Sunday, December 21, 2008

One Silent Night

Note: I photocopied this article several years ago. 'Think it appeared in my folks' December issue of Readers Digest? Unfortunately, I cannot locate the exact source --so to credit the author, an individual named "Shlomo" (I don't know if that's his first or last name).
Still, it's message so moved me.....and I hope it does you, as well.


Of the narrow escapes my sister, Judith, and I had from discovery during our year in the orphanage, one stands out particularly. It was Christmas of 1944 -- a white Christmas, with snow falling outside, but warmth within from extra coal and larger food portions.
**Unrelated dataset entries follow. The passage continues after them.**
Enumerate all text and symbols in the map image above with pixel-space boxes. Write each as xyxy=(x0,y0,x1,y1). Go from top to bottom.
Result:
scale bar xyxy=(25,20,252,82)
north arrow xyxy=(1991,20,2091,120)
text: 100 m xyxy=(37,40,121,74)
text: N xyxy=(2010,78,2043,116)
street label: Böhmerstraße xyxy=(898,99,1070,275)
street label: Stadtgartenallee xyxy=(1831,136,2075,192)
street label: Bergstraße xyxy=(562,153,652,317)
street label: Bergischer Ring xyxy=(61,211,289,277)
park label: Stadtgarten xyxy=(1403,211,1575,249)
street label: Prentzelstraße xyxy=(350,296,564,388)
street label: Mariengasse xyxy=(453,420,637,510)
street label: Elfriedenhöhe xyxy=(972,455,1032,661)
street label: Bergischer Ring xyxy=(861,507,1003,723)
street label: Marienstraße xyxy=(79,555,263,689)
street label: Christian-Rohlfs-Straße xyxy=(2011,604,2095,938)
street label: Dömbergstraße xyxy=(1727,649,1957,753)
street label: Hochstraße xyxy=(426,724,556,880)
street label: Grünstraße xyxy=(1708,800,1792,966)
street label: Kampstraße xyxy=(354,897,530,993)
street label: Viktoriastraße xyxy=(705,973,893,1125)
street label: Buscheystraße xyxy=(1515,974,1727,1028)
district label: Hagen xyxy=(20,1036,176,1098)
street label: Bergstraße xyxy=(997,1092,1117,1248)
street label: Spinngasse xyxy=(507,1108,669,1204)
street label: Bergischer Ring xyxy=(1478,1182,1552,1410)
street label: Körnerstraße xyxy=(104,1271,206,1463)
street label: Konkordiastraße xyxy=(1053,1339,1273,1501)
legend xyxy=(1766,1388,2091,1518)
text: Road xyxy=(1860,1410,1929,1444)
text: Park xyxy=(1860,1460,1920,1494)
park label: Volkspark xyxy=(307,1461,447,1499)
We even had meat -- meat! A Christmas tree stood in the corner, and we children were seated on both sides of a long table nicely arranged with plates. We were singing Christmas carols, their simple and pleasant melodies totally out of context of the savage war that had been raging for six consecutive Christmases.


The pleasant feeling of food in our stomachs loosened our tongues, and contrary to the usual silence enforced during meals we were permitted by the sisters to converse quietly. Boys and girls were separated as usual, but Judith and I could see and smile at each other.


Then suddenly, the door opens and Mother Superior enters, accompanied by a German officer. Judging by his uniform he must be at least a general.


"Children," Mother Superior says, "the commander of the German garrison in Zilina is a devout Catholic, and he asked to spend the evening with you. He also brought you a nice present."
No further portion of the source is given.